#### [Description of the task]
Your task is to transcribe the material that follows, line by line and exactly.

#### [Source data]
· · ·

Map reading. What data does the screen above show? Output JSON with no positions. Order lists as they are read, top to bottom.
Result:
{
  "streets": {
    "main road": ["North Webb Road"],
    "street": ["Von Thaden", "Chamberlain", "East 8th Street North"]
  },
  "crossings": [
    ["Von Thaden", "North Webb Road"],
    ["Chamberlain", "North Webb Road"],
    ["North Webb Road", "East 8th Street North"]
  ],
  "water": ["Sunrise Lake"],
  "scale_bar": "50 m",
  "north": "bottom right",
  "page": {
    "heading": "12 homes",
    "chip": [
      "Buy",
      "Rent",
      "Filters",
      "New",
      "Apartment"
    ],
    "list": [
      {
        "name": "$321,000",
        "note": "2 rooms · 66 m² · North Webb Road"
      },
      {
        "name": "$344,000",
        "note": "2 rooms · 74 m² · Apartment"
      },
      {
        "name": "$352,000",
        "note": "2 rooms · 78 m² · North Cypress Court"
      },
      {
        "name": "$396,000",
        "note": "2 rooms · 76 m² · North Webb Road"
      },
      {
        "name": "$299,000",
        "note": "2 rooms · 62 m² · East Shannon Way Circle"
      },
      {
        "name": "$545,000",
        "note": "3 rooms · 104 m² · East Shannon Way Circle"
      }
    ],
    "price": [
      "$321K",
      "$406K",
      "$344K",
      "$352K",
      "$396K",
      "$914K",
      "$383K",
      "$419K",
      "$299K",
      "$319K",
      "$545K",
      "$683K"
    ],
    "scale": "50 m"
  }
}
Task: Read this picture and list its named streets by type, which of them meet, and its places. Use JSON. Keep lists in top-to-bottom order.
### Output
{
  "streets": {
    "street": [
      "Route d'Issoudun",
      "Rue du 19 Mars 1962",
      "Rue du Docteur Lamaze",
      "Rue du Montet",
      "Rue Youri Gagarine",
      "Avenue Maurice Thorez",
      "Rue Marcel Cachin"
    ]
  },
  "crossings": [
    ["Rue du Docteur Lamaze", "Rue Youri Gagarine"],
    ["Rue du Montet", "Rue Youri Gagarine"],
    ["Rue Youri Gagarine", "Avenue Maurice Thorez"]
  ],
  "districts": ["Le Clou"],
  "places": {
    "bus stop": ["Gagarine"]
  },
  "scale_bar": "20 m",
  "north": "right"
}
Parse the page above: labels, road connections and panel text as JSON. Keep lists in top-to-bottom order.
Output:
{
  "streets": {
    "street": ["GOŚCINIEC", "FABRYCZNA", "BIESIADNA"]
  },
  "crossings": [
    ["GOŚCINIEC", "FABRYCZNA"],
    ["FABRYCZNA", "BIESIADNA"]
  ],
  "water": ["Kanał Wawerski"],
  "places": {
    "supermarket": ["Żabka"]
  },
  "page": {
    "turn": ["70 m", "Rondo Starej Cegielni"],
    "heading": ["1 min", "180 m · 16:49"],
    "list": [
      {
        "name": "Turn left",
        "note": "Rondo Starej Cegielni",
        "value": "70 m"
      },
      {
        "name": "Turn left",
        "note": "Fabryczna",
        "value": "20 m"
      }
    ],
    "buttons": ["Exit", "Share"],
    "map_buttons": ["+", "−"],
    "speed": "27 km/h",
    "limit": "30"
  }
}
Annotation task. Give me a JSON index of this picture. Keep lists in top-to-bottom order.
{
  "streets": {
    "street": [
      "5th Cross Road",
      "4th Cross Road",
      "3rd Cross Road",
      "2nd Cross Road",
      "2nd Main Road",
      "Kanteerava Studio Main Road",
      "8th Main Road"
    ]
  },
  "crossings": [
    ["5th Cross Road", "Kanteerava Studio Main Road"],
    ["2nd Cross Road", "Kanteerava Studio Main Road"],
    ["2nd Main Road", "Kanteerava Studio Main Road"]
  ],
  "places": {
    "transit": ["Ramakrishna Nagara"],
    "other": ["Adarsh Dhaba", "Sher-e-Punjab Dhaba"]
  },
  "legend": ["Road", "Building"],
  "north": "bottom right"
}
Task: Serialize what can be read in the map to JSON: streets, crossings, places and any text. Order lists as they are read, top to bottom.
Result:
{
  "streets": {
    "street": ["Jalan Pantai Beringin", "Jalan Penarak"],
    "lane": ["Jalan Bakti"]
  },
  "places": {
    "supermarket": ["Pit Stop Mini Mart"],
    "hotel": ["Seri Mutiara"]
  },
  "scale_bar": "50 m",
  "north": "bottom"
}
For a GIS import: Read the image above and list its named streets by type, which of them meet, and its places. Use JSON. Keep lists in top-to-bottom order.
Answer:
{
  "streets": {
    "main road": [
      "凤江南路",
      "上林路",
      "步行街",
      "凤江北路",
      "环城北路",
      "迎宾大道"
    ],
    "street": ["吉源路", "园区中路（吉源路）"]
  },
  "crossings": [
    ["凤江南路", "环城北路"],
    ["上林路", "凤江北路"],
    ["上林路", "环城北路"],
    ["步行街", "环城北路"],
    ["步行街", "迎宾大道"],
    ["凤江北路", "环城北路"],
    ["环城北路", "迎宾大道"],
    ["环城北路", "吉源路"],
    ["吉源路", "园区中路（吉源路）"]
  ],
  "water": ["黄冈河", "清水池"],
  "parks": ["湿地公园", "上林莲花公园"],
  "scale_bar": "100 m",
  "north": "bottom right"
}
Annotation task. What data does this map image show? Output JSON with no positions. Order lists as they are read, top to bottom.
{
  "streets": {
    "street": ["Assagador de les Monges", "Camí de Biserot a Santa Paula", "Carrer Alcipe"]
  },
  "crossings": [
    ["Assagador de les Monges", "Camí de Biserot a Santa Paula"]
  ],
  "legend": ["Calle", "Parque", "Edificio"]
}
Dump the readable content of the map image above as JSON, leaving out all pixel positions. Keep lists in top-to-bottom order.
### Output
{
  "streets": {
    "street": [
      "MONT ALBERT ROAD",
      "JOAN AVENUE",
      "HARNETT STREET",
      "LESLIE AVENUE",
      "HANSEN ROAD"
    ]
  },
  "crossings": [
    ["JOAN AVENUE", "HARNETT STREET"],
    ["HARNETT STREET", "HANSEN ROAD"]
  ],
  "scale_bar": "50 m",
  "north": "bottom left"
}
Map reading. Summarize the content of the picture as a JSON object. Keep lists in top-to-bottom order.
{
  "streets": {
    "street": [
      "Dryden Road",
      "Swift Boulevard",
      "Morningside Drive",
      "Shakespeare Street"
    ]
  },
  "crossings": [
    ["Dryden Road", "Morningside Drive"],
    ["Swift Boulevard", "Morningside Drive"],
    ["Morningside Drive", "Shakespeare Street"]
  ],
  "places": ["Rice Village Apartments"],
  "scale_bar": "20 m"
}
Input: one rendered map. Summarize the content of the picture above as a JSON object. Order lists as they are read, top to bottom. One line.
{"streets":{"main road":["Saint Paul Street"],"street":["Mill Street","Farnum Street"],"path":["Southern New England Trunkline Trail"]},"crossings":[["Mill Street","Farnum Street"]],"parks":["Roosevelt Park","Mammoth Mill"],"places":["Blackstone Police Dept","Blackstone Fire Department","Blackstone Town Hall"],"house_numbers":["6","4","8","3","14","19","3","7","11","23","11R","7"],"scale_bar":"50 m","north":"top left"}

· · ·

#### [Reply to the exercise]
Map reading. What data does the screen above show? Output JSON with no positions. Order lists as they are read, top to bottom.
Result:
{
  "streets": {
    "main road": ["North Webb Road"],
    "street": ["Von Thaden", "Chamberlain", "East 8th Street North"]
  },
  "crossings": [
    ["Von Thaden", "North Webb Road"],
    ["Chamberlain", "North Webb Road"],
    ["North Webb Road", "East 8th Street North"]
  ],
  "water": ["Sunrise Lake"],
  "scale_bar": "50 m",
  "north": "bottom right",
  "page": {
    "heading": "12 homes",
    "chip": [
      "Buy",
      "Rent",
      "Filters",
      "New",
      "Apartment"
    ],
    "list": [
      {
        "name": "$321,000",
        "note": "2 rooms · 66 m² · North Webb Road"
      },
      {
        "name": "$344,000",
        "note": "2 rooms · 74 m² · Apartment"
      },
      {
        "name": "$352,000",
        "note": "2 rooms · 78 m² · North Cypress Court"
      },
      {
        "name": "$396,000",
        "note": "2 rooms · 76 m² · North Webb Road"
      },
      {
        "name": "$299,000",
        "note": "2 rooms · 62 m² · East Shannon Way Circle"
      },
      {
        "name": "$545,000",
        "note": "3 rooms · 104 m² · East Shannon Way Circle"
      }
    ],
    "price": [
      "$321K",
      "$406K",
      "$344K",
      "$352K",
      "$396K",
      "$914K",
      "$383K",
      "$419K",
      "$299K",
      "$319K",
      "$545K",
      "$683K"
    ],
    "scale": "50 m"
  }
}
Task: Read this picture and list its named streets by type, which of them meet, and its places. Use JSON. Keep lists in top-to-bottom order.
### Output
{
  "streets": {
    "street": [
      "Route d'Issoudun",
      "Rue du 19 Mars 1962",
      "Rue du Docteur Lamaze",
      "Rue du Montet",
      "Rue Youri Gagarine",
      "Avenue Maurice Thorez",
      "Rue Marcel Cachin"
    ]
  },
  "crossings": [
    ["Rue du Docteur Lamaze", "Rue Youri Gagarine"],
    ["Rue du Montet", "Rue Youri Gagarine"],
    ["Rue Youri Gagarine", "Avenue Maurice Thorez"]
  ],
  "districts": ["Le Clou"],
  "places": {
    "bus stop": ["Gagarine"]
  },
  "scale_bar": "20 m",
  "north": "right"
}
Parse the page above: labels, road connections and panel text as JSON. Keep lists in top-to-bottom order.
Output:
{
  "streets": {
    "street": ["GOŚCINIEC", "FABRYCZNA", "BIESIADNA"]
  },
  "crossings": [
    ["GOŚCINIEC", "FABRYCZNA"],
    ["FABRYCZNA", "BIESIADNA"]
  ],
  "water": ["Kanał Wawerski"],
  "places": {
    "supermarket": ["Żabka"]
  },
  "page": {
    "turn": ["70 m", "Rondo Starej Cegielni"],
    "heading": ["1 min", "180 m · 16:49"],
    "list": [
      {
        "name": "Turn left",
        "note": "Rondo Starej Cegielni",
        "value": "70 m"
      },
      {
        "name": "Turn left",
        "note": "Fabryczna",
        "value": "20 m"
      }
    ],
    "buttons": ["Exit", "Share"],
    "map_buttons": ["+", "−"],
    "speed": "27 km/h",
    "limit": "30"
  }
}
Annotation task. Give me a JSON index of this picture. Keep lists in top-to-bottom order.
{
  "streets": {
    "street": [
      "5th Cross Road",
      "4th Cross Road",
      "3rd Cross Road",
      "2nd Cross Road",
      "2nd Main Road",
      "Kanteerava Studio Main Road",
      "8th Main Road"
    ]
  },
  "crossings": [
    ["5th Cross Road", "Kanteerava Studio Main Road"],
    ["2nd Cross Road", "Kanteerava Studio Main Road"],
    ["2nd Main Road", "Kanteerava Studio Main Road"]
  ],
  "places": {
    "transit": ["Ramakrishna Nagara"],
    "other": ["Adarsh Dhaba", "Sher-e-Punjab Dhaba"]
  },
  "legend": ["Road", "Building"],
  "north": "bottom right"
}
Task: Serialize what can be read in the map to JSON: streets, crossings, places and any text. Order lists as they are read, top to bottom.
Result:
{
  "streets": {
    "street": ["Jalan Pantai Beringin", "Jalan Penarak"],
    "lane": ["Jalan Bakti"]
  },
  "places": {
    "supermarket": ["Pit Stop Mini Mart"],
    "hotel": ["Seri Mutiara"]
  },
  "scale_bar": "50 m",
  "north": "bottom"
}
For a GIS import: Read the image above and list its named streets by type, which of them meet, and its places. Use JSON. Keep lists in top-to-bottom order.
Answer:
{
  "streets": {
    "main road": [
      "凤江南路",
      "上林路",
      "步行街",
      "凤江北路",
      "环城北路",
      "迎宾大道"
    ],
    "street": ["吉源路", "园区中路（吉源路）"]
  },
  "crossings": [
    ["凤江南路", "环城北路"],
    ["上林路", "凤江北路"],
    ["上林路", "环城北路"],
    ["步行街", "环城北路"],
    ["步行街", "迎宾大道"],
    ["凤江北路", "环城北路"],
    ["环城北路", "迎宾大道"],
    ["环城北路", "吉源路"],
    ["吉源路", "园区中路（吉源路）"]
  ],
  "water": ["黄冈河", "清水池"],
  "parks": ["湿地公园", "上林莲花公园"],
  "scale_bar": "100 m",
  "north": "bottom right"
}
Annotation task. What data does this map image show? Output JSON with no positions. Order lists as they are read, top to bottom.
{
  "streets": {
    "street": ["Assagador de les Monges", "Camí de Biserot a Santa Paula", "Carrer Alcipe"]
  },
  "crossings": [
    ["Assagador de les Monges", "Camí de Biserot a Santa Paula"]
  ],
  "legend": ["Calle", "Parque", "Edificio"]
}
Dump the readable content of the map image above as JSON, leaving out all pixel positions. Keep lists in top-to-bottom order.
### Output
{
  "streets": {
    "street": [
      "MONT ALBERT ROAD",
      "JOAN AVENUE",
      "HARNETT STREET",
      "LESLIE AVENUE",
      "HANSEN ROAD"
    ]
  },
  "crossings": [
    ["JOAN AVENUE", "HARNETT STREET"],
    ["HARNETT STREET", "HANSEN ROAD"]
  ],
  "scale_bar": "50 m",
  "north": "bottom left"
}
Map reading. Summarize the content of the picture as a JSON object. Keep lists in top-to-bottom order.
{
  "streets": {
    "street": [
      "Dryden Road",
      "Swift Boulevard",
      "Morningside Drive",
      "Shakespeare Street"
    ]
  },
  "crossings": [
    ["Dryden Road", "Morningside Drive"],
    ["Swift Boulevard", "Morningside Drive"],
    ["Morningside Drive", "Shakespeare Street"]
  ],
  "places": ["Rice Village Apartments"],
  "scale_bar": "20 m"
}
Input: one rendered map. Summarize the content of the picture above as a JSON object. Order lists as they are read, top to bottom. One line.
{"streets":{"main road":["Saint Paul Street"],"street":["Mill Street","Farnum Street"],"path":["Southern New England Trunkline Trail"]},"crossings":[["Mill Street","Farnum Street"]],"parks":["Roosevelt Park","Mammoth Mill"],"places":["Blackstone Police Dept","Blackstone Fire Department","Blackstone Town Hall"],"house_numbers":["6","4","8","3","14","19","3","7","11","23","11R","7"],"scale_bar":"50 m","north":"top left"}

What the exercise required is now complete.